INFORMATION SUPPLIED -

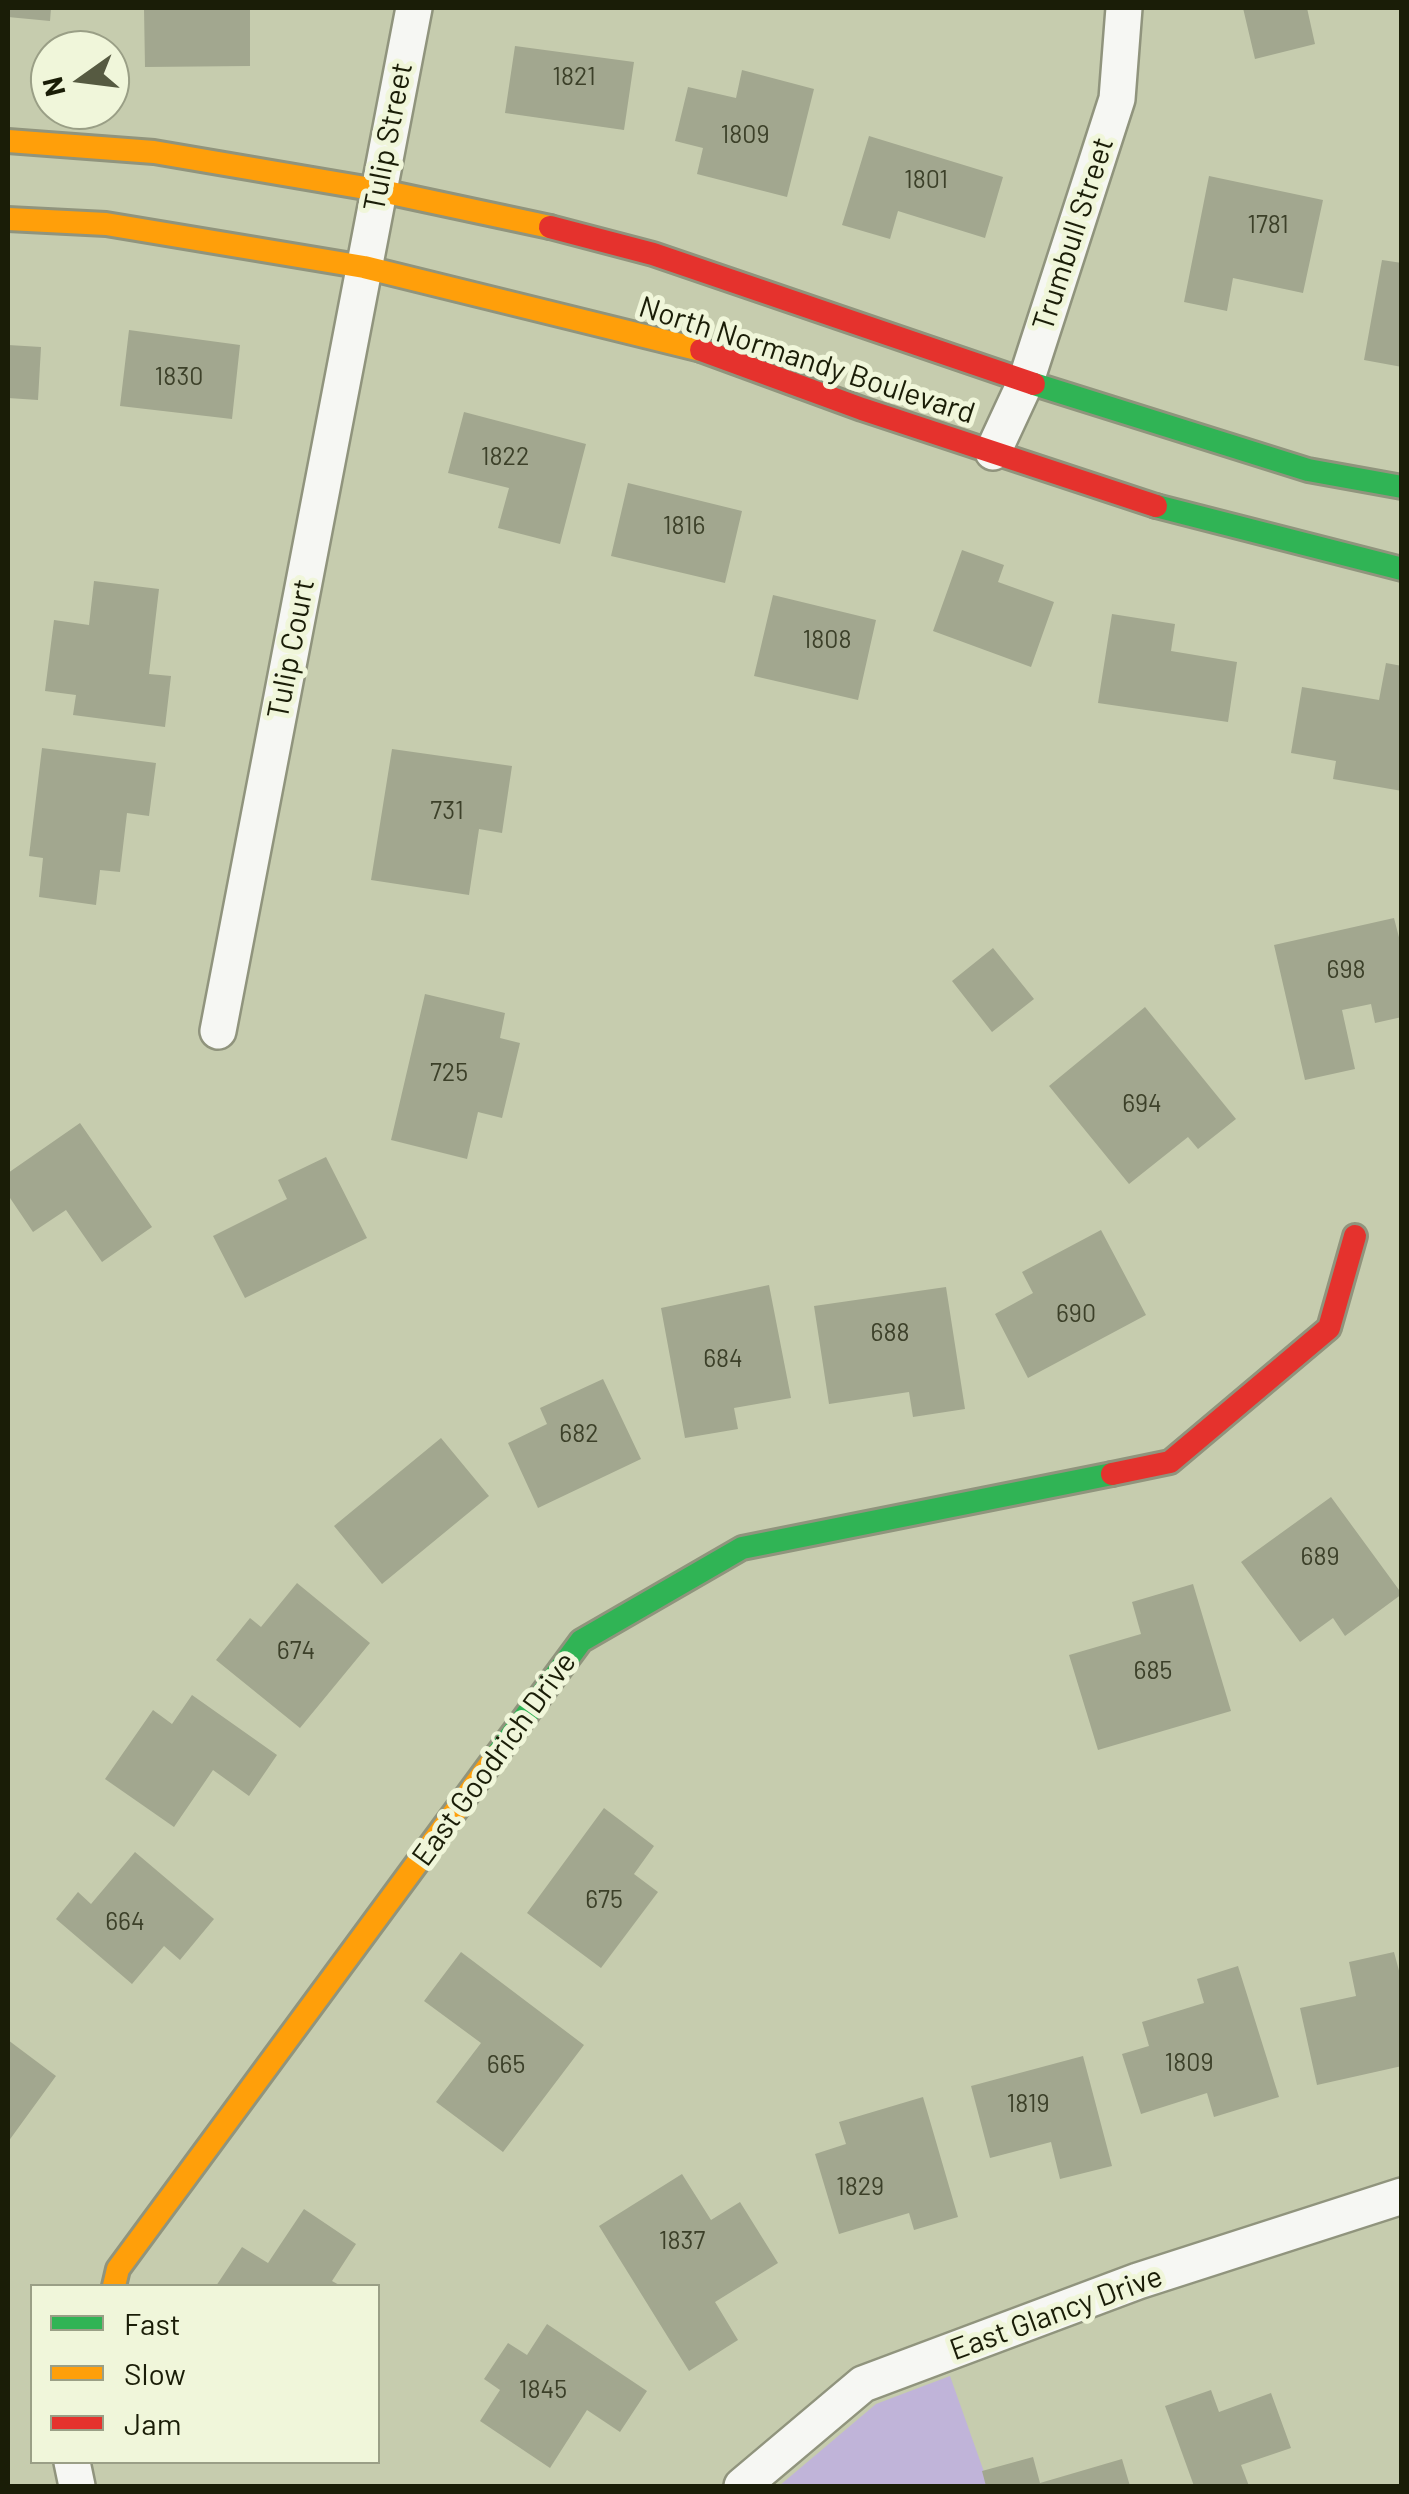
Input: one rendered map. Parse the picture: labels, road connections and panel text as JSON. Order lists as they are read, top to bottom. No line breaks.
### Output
{"streets":{"street":["Tulip Street","Trumbull Street","North Normandy Boulevard","Tulip Court","East Goodrich Drive","East Glancy Drive"]},"crossings":[["Tulip Street","North Normandy Boulevard"],["Tulip Street","Tulip Court"],["Trumbull Street","North Normandy Boulevard"],["North Normandy Boulevard","Tulip Court"]],"house_numbers":["1821","1809","1801","1781","1830","1822","1816","1808","731","698","725","694","690","688","684","682","689","674","685","675","664","1809","665","1819","1829","1837","1845"],"legend":["Fast","Slow","Jam"],"north":"left"}
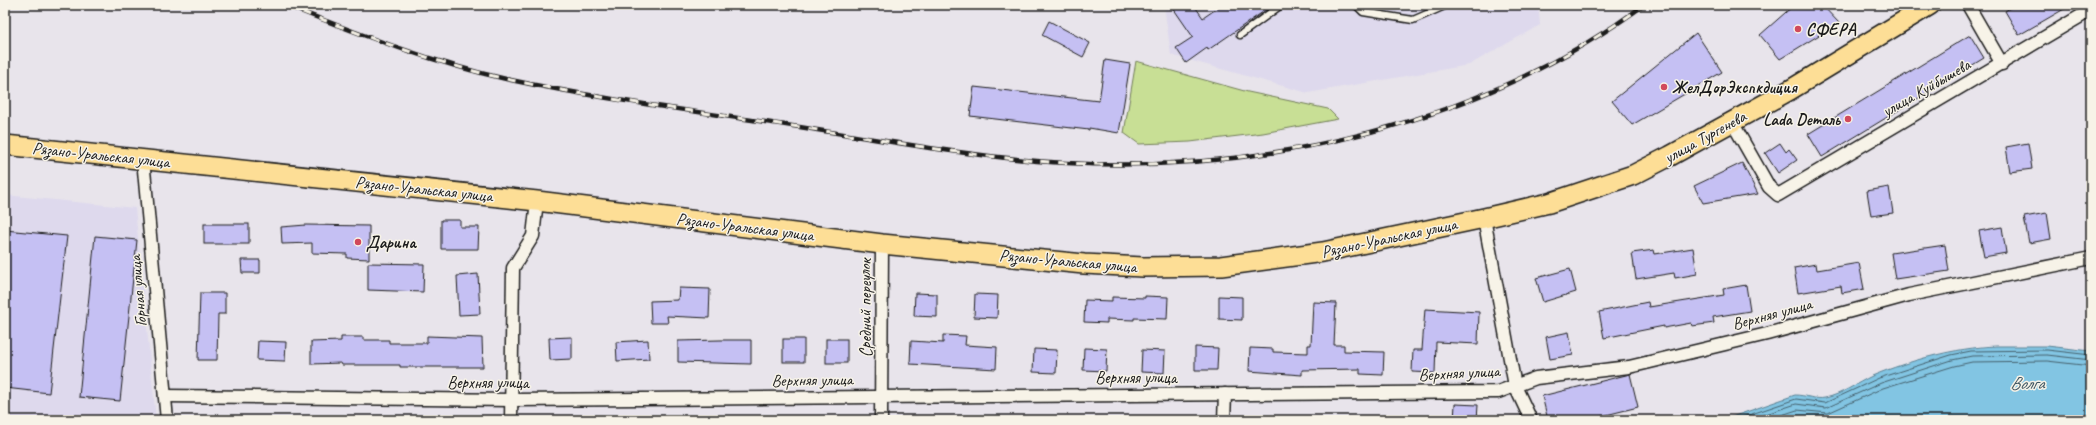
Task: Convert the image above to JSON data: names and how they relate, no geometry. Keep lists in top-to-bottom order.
{
  "streets": {
    "main road": ["улица Тургенева", "Рязано-Уральская улица"],
    "street": [
      "улица Куйбышева",
      "Горная улица",
      "Средний переулок",
      "Верхняя улица"
    ]
  },
  "crossings": [
    ["улица Куйбышева", "улица Тургенева"],
    ["улица Тургенева", "Рязано-Уральская улица"],
    ["Рязано-Уральская улица", "Горная улица"],
    ["Рязано-Уральская улица", "Средний переулок"],
    ["Горная улица", "Верхняя улица"],
    ["Средний переулок", "Верхняя улица"]
  ],
  "water": ["Волга"],
  "places": [
    "СФЕРА",
    "ЖелДорЭкспкдиция",
    "Lada Dеталь",
    "Дарина"
  ]
}
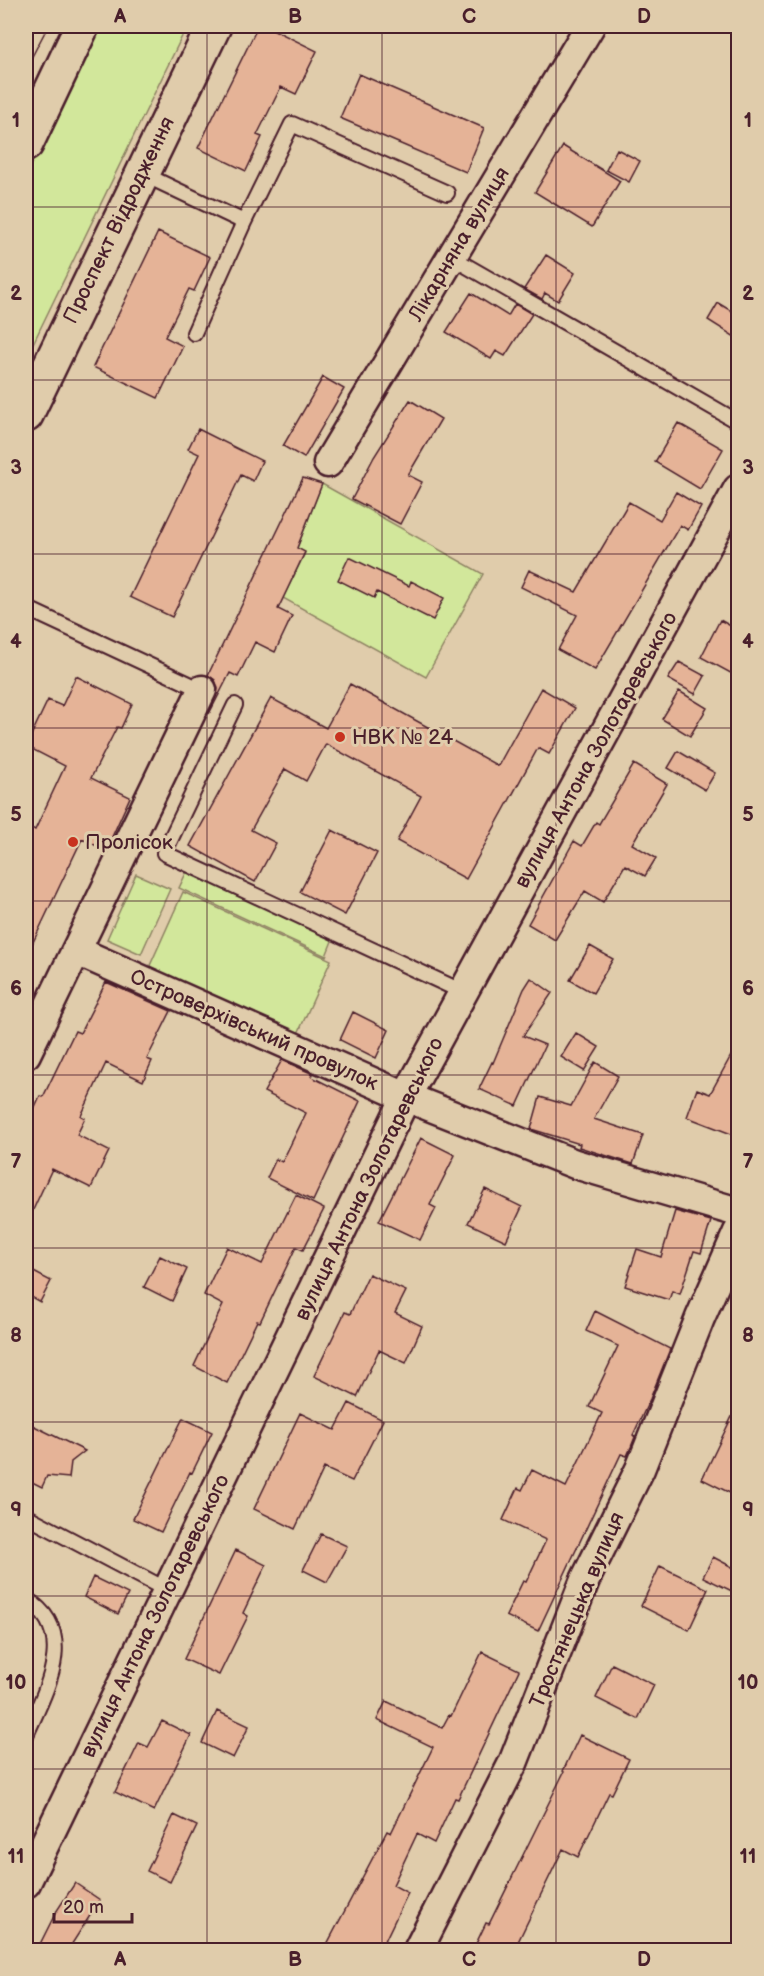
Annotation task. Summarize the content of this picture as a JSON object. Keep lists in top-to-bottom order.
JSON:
{
  "streets": {
    "main road": ["Проспект Відродження"],
    "street": [
      "Лікарняна вулиця",
      "вулиця Антона Золотаревського",
      "Островерхівський провулок",
      "Тростянецька вулиця"
    ]
  },
  "crossings": [
    ["вулиця Антона Золотаревського", "Островерхівський провулок"]
  ],
  "places": ["НВК № 24", "Пролісок"],
  "scale_bar": "20 m",
  "grid": {
    "columns": [
      "A",
      "B",
      "C",
      "D"
    ],
    "rows": [
      "1",
      "2",
      "3",
      "4",
      "5",
      "6",
      "7",
      "8",
      "9",
      "10",
      "11"
    ]
  }
}
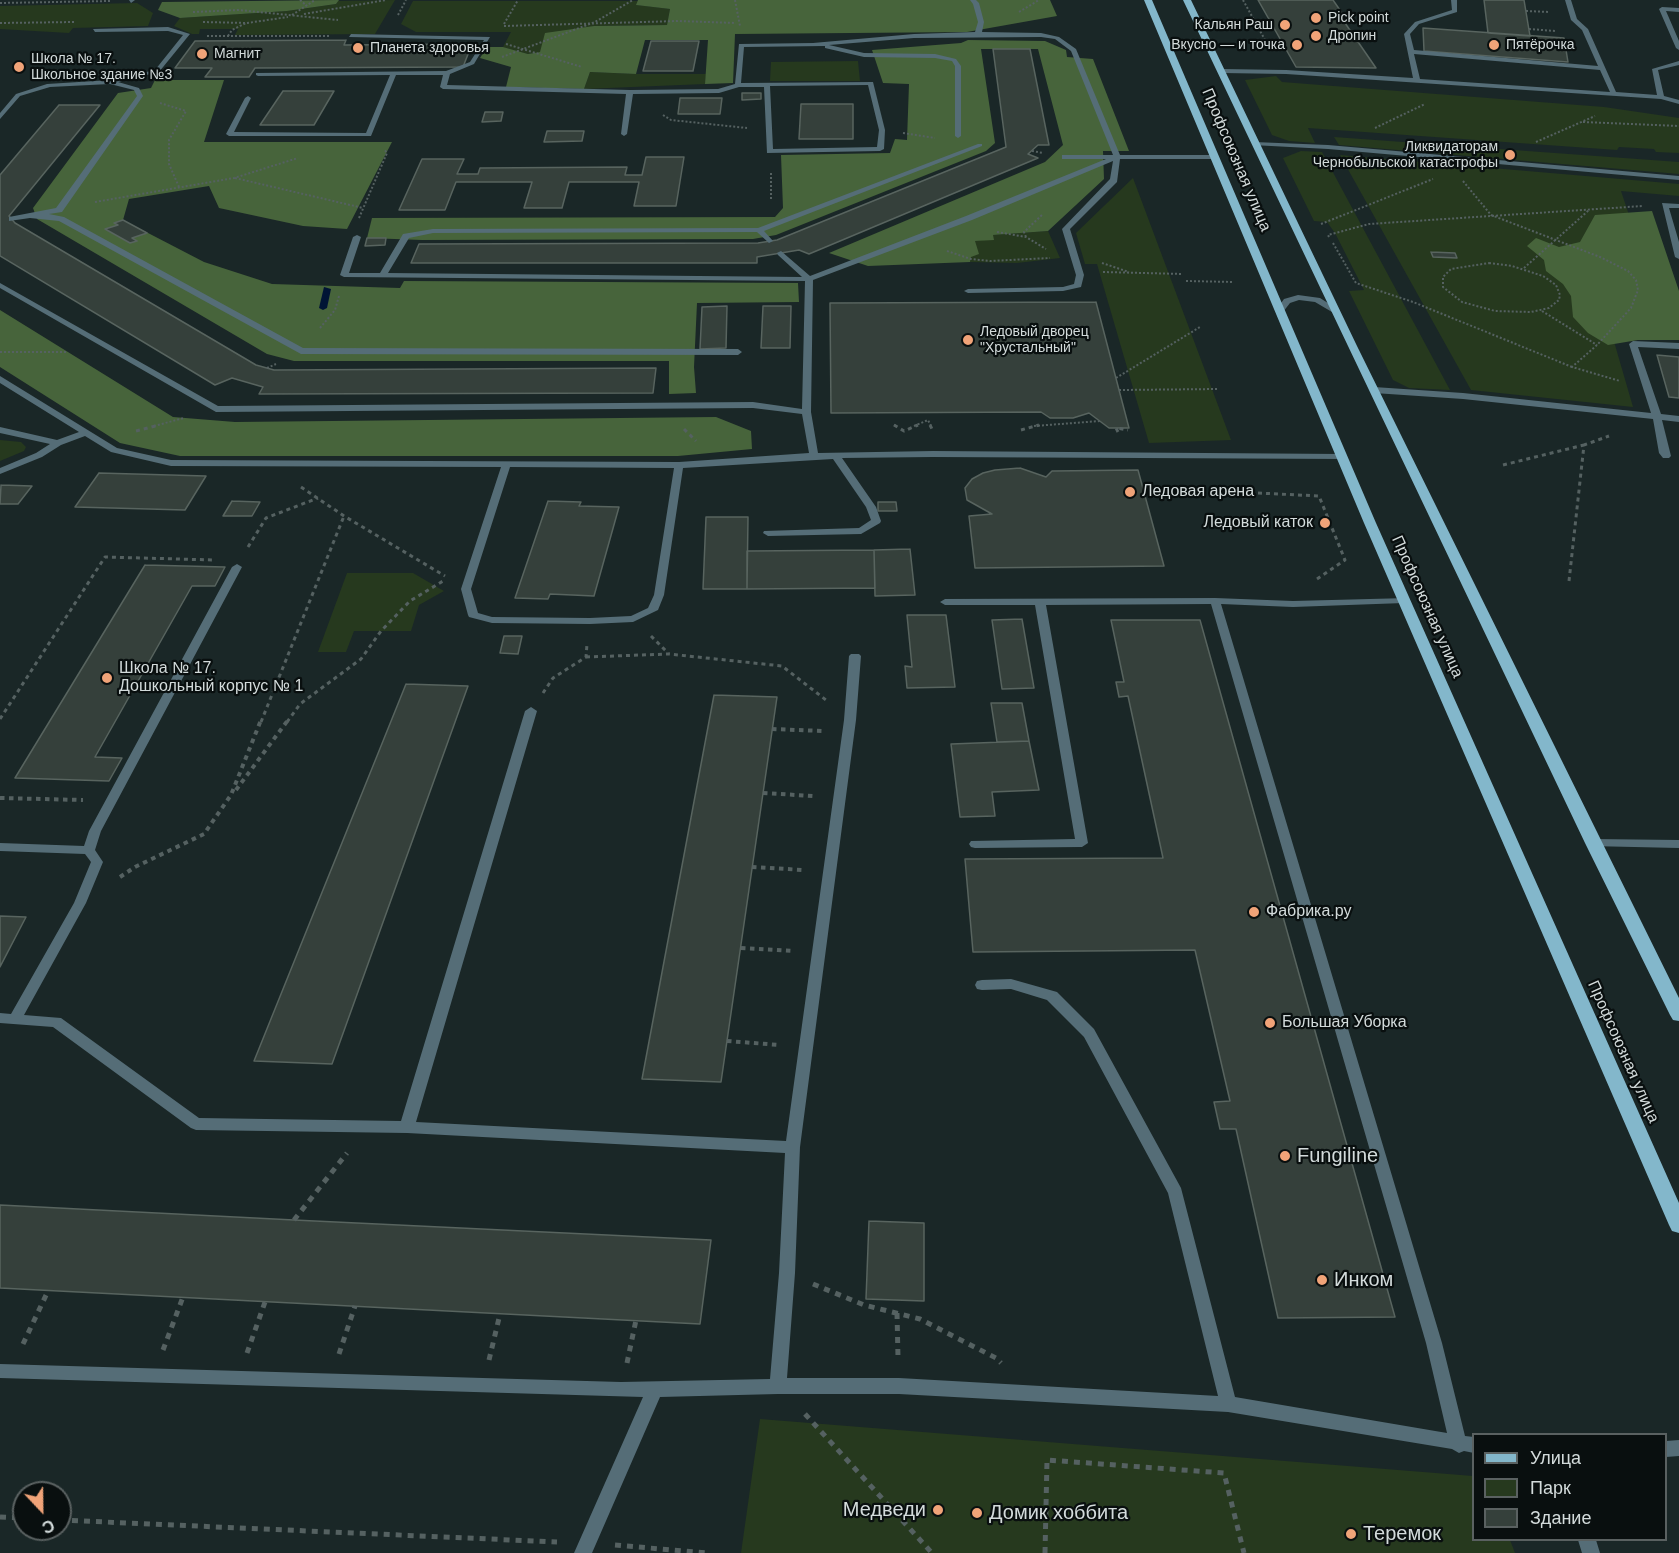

ASSIGNMENT -
The material above is to be transcribed exactly, with all pictures omitted.

EXERCISE RESULT -
Input: one rendered map. Parse the picture: labels, road connections and panel text as JSON. Order lists as they are read, top to bottom. No line breaks.
### Output
{"streets":{"street":["Tulip Street","Trumbull Street","North Normandy Boulevard","Tulip Court","East Goodrich Drive","East Glancy Drive"]},"crossings":[["Tulip Street","North Normandy Boulevard"],["Tulip Street","Tulip Court"],["Trumbull Street","North Normandy Boulevard"],["North Normandy Boulevard","Tulip Court"]],"house_numbers":["1821","1809","1801","1781","1830","1822","1816","1808","731","698","725","694","690","688","684","682","689","674","685","675","664","1809","665","1819","1829","1837","1845"],"legend":["Fast","Slow","Jam"],"north":"left"}
Task: Convert the image above to JSON data: names and how they relate, no geometry. Keep lists in top-to-bottom order.
{
  "streets": {
    "main road": ["улица Тургенева", "Рязано-Уральская улица"],
    "street": [
      "улица Куйбышева",
      "Горная улица",
      "Средний переулок",
      "Верхняя улица"
    ]
  },
  "crossings": [
    ["улица Куйбышева", "улица Тургенева"],
    ["улица Тургенева", "Рязано-Уральская улица"],
    ["Рязано-Уральская улица", "Горная улица"],
    ["Рязано-Уральская улица", "Средний переулок"],
    ["Горная улица", "Верхняя улица"],
    ["Средний переулок", "Верхняя улица"]
  ],
  "water": ["Волга"],
  "places": [
    "СФЕРА",
    "ЖелДорЭкспкдиция",
    "Lada Dеталь",
    "Дарина"
  ]
}
Annotation task. Summarize the content of this picture as a JSON object. Keep lists in top-to-bottom order.
JSON:
{
  "streets": {
    "main road": ["Проспект Відродження"],
    "street": [
      "Лікарняна вулиця",
      "вулиця Антона Золотаревського",
      "Островерхівський провулок",
      "Тростянецька вулиця"
    ]
  },
  "crossings": [
    ["вулиця Антона Золотаревського", "Островерхівський провулок"]
  ],
  "places": ["НВК № 24", "Пролісок"],
  "scale_bar": "20 m",
  "grid": {
    "columns": [
      "A",
      "B",
      "C",
      "D"
    ],
    "rows": [
      "1",
      "2",
      "3",
      "4",
      "5",
      "6",
      "7",
      "8",
      "9",
      "10",
      "11"
    ]
  }
}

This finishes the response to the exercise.